When the sun had finally gone enough for comfort, we crawled back through the window and made our careful way back to the church. Moira and Joy were there already. Moira rushed into Leonard's arms, melting into him as if they were indeed one person. Joy's smile was all I needed to feel her relief at our safety. There was no sign of the Hunter, or his dead companions. The church was locked and bolted tightly. There was no word on the streets of the strange deaths and no indication that anyone else knew the truth about us. Someone had done a cleanup job on the whole affair, which indicated to me that this was not a town I cared to stay any longer in. Someone with power knew the truth, someone who was willing to kill, and cover up the blood when they were done. Moira and Leonard chose to move on, to find a new place to explore. For awhile Joy and I traveled with them, sharing stories of our lives, and the people who populated them. It felt nice, comfortable.

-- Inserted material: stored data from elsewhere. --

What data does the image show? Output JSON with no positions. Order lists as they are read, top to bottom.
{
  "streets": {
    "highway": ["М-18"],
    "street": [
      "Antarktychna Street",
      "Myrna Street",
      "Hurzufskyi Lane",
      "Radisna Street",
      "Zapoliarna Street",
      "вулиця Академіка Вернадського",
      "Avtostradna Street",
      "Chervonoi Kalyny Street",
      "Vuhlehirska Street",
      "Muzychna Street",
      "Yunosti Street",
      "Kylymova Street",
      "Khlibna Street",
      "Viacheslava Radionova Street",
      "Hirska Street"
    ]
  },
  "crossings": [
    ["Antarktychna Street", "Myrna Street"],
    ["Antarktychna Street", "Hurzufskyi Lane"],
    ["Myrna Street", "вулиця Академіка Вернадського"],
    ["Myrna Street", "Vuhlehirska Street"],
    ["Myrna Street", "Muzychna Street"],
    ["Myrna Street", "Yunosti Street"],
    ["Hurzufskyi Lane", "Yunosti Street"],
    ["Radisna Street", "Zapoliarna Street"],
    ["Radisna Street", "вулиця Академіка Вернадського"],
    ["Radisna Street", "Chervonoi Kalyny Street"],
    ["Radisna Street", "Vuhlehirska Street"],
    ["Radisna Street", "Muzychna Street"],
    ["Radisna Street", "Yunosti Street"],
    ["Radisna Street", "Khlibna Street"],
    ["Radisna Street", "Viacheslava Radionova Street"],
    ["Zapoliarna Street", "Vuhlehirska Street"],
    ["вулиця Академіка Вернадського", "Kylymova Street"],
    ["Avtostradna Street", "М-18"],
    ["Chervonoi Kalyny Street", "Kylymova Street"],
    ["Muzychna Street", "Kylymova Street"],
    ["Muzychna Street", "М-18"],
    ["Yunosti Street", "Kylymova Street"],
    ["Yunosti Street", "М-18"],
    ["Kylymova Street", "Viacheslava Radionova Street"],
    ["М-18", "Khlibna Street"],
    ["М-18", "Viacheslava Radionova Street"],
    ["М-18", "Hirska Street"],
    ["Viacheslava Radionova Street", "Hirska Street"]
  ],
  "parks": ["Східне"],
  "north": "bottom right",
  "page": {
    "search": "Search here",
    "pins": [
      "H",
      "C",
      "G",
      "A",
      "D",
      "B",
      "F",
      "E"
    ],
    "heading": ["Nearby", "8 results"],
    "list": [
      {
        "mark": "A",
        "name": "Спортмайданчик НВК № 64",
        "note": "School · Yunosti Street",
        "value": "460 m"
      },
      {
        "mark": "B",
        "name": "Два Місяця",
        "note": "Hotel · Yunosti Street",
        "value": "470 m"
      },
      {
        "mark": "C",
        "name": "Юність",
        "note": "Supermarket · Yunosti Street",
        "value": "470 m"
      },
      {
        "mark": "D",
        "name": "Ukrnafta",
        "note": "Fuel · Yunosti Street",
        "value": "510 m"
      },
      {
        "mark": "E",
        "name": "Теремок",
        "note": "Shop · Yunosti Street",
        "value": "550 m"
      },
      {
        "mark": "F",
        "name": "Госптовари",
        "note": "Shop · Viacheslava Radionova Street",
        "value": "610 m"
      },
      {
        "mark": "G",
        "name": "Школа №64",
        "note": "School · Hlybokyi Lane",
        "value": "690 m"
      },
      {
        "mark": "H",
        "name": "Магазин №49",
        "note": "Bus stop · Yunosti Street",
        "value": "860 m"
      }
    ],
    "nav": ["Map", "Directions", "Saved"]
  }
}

It was only months later, in a middle-sized town in Middle America, outside an all-night diner that another piece of my life would fall into place. We had stopped for gasoline and to stretch our legs. Moira and Joy had ventured off into the night to explore the town's square. Leonard was talking with the station attendant. We had caught him just before he had closed for the night. I wandered away, toward the diner, catching the inviting aroma of pot roast on a slight breeze. I didn't truly see him at first, so adept was he at blending into his surroundings.
It brought a smile to my face though when I did, and he smiled in return, holding out his arms to me. I went to him, laughing as he folded me up in his arms. “Ah, Dovan. I had wondered where you'd gotten off to.”
He released me and swept his eyes up and down me. “You look as though you've recovered nicely. I was worried about you.”
“I've survived.” I looked more closely at him, and noticed he seemed older, as if something inside his immortal frame had withered. He hadn't fed in a long time, and … I could almost feel his … hurting. “What is it?”
“Justine,” He said simply, and I realized she must be gone. “Two years ago.”
I touched his hand, trying to offer what comfort I could. He smiled sadly, a cold, distant expression that held no emotion. “I have been waiting here for you ever since.”
“For me? What made you think I would come here?”
This time his smile was genuine. “You are here, aren't you?”
“I suppose I am.” I smiled too, letting him put his arm around me. “And, not alone. Moira and Leonard are here as well.”
“And Joy?” He could sense her still, that faint perfume of her presence drifting our way as we approached the car.
“And Joy,” I responded as we reached the others. I made the introductions of Dovan to Moira and Leonard, and Joy smiled and threw her arms around him as if seeing her own grandfather. Dovan invited us all to join him, an offer we accepted graciously. I had not realized how much I missed his quiet, paternal presence.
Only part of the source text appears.